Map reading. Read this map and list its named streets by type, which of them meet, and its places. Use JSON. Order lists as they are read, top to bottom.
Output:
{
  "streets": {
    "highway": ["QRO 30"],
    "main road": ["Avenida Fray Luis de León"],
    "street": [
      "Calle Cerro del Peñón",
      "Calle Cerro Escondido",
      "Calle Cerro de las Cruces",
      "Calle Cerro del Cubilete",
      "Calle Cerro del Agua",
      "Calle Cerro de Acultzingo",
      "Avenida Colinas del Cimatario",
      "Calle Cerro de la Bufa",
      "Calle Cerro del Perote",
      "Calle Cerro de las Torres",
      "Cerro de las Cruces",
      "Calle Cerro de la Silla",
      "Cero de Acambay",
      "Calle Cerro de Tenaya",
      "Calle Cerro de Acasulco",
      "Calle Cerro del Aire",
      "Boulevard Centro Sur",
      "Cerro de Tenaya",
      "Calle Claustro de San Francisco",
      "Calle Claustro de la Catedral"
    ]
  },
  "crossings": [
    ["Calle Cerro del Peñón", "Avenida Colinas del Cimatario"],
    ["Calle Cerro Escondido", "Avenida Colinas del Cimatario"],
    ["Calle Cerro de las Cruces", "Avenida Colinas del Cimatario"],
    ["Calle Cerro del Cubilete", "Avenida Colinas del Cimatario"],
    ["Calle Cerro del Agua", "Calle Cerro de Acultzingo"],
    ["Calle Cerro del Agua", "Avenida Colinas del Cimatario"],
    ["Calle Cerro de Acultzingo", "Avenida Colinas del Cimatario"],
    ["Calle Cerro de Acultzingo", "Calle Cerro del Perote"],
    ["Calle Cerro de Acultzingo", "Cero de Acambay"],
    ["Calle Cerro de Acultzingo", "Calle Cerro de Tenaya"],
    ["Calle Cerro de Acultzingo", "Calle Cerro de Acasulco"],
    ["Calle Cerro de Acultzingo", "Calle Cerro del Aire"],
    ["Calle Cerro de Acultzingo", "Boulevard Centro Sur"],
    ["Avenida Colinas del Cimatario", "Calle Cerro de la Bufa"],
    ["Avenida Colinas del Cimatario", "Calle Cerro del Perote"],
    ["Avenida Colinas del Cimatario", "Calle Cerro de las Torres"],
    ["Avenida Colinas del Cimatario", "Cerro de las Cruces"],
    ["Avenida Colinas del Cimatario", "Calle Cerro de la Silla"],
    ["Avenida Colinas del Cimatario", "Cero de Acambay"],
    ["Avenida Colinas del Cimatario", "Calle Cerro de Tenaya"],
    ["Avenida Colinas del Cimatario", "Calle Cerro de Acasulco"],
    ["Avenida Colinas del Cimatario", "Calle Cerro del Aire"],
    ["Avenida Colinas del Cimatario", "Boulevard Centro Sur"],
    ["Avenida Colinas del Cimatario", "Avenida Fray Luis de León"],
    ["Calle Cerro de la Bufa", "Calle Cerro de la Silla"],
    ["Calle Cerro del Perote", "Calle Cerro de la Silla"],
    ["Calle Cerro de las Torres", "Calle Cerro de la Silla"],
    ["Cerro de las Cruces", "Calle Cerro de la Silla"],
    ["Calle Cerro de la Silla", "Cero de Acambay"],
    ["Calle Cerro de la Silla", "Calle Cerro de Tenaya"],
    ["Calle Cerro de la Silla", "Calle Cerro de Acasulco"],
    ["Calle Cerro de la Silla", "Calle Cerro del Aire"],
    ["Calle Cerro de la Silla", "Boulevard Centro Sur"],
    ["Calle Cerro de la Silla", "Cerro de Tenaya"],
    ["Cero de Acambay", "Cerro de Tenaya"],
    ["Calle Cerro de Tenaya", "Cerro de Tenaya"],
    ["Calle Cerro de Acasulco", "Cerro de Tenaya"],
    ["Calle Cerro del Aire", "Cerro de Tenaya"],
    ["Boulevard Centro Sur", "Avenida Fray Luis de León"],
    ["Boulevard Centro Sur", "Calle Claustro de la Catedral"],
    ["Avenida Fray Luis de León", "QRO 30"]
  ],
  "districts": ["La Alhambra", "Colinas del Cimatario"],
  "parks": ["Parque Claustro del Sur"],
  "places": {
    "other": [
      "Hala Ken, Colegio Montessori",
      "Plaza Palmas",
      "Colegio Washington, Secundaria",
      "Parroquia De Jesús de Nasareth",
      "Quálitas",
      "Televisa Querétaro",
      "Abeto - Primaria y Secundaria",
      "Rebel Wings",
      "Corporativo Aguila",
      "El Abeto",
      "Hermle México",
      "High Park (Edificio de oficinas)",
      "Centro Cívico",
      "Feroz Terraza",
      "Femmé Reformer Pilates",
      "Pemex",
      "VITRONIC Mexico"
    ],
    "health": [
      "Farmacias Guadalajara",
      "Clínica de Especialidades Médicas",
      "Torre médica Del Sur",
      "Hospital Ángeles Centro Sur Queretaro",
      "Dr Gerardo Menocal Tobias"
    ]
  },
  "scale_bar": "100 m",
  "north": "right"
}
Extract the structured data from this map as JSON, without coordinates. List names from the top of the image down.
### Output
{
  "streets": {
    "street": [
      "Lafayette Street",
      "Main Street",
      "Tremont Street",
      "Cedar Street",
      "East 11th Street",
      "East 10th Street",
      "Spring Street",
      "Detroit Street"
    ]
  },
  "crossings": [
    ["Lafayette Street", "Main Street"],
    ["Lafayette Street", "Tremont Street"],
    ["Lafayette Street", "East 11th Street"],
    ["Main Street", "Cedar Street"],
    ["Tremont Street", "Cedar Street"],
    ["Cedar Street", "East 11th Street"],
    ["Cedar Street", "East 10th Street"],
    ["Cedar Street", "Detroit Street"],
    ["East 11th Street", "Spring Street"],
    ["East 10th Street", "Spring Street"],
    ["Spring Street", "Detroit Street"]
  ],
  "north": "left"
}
=====
▶ [Problem statement]:
Look through the entries for lines containing the word "León" and return each one.

▶ [Answer space]:
    "main road": ["Avenida Fray Luis de León"],
    ["Avenida Colinas del Cimatario", "Avenida Fray Luis de León"],
    ["Boulevard Centro Sur", "Avenida Fray Luis de León"],
    ["Avenida Fray Luis de León", "QRO 30"]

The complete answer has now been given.